Align multiple parts together (tutorial) - Graphs attached

After 2 days of experimentation, I’ve cracked the code. Here’s my advice for aligning multiple parts: Begin with two pieces of geometry, connect them to a single align node, and thoroughly comprehend how each input of the align node functions. Once you’ve grasped that, you can smoothly devise the logic and sequence of connections to align other geometry nodes. It might appear straightforward in the end, but grasping the fundamentals is crucial. Rushing through random connections, as I did, can prolong the learning process.

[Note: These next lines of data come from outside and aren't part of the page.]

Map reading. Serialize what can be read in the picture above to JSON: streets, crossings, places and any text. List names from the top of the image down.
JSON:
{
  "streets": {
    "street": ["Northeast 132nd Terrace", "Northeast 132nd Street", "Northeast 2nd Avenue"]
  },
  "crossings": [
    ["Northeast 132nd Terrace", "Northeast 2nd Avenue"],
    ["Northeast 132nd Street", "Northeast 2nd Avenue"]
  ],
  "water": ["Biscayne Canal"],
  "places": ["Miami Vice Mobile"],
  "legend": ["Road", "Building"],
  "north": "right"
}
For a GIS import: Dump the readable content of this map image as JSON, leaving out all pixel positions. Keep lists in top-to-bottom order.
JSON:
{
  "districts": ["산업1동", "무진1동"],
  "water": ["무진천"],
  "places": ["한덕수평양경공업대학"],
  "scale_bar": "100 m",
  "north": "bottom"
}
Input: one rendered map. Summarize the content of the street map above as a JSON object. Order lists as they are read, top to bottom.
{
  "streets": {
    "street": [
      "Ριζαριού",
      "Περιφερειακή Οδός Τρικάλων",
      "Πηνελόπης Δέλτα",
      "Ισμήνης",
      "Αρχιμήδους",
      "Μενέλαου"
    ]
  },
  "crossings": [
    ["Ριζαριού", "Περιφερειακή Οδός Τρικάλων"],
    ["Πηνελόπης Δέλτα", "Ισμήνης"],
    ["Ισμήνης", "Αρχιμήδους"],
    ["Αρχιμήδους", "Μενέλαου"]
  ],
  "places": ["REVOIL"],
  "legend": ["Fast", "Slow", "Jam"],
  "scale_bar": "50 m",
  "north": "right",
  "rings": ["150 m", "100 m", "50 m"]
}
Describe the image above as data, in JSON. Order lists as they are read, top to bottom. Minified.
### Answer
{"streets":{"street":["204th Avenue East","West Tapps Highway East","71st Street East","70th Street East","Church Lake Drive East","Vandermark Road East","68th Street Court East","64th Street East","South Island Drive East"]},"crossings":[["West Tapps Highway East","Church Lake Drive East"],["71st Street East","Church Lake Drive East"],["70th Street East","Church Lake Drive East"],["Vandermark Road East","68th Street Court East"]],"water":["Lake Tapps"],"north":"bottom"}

The key here is not only understanding the input options of the align node but also the sequence of connections between parts and alignment nodes, and subsequently, alignment nodes to other alignment nodes.

Incorrect graph example:

I’m providing two graphs for reference. The first graph demonstrates the incorrect approach Link, which aligns multiple geometries as desired but creates duplicates of each object. To see the duplicated geometries, simply download the sketchup file once in the graph on the left of the screen, import the sketchup file into sketchup, then right click to bring up the context menu, detach the live component definition and then explode the group boxes that group all of the singular geometries together, now delete any of the single geometries and notice you’ll have to delete each geometry twice, as there are duplicates for each geometry object. This happens because each geometry node is connected to two alignment nodes (except for the first one), resulting in duplicates.

Correct graph example:

The correct graph can be found here. In this version, the alignment is the same, but there are no duplicated geometries. Each geometry node has its own alignment node to connect to, and that alignment node links to the next object’s alignment node, creating a chain of alignments that leads back to “Box 1,” our master geometry node. By adjusting the parameters, you can see how “Box 1” becomes the reference point for all connected geometries, allowing you to modify their heights and maintain alignment.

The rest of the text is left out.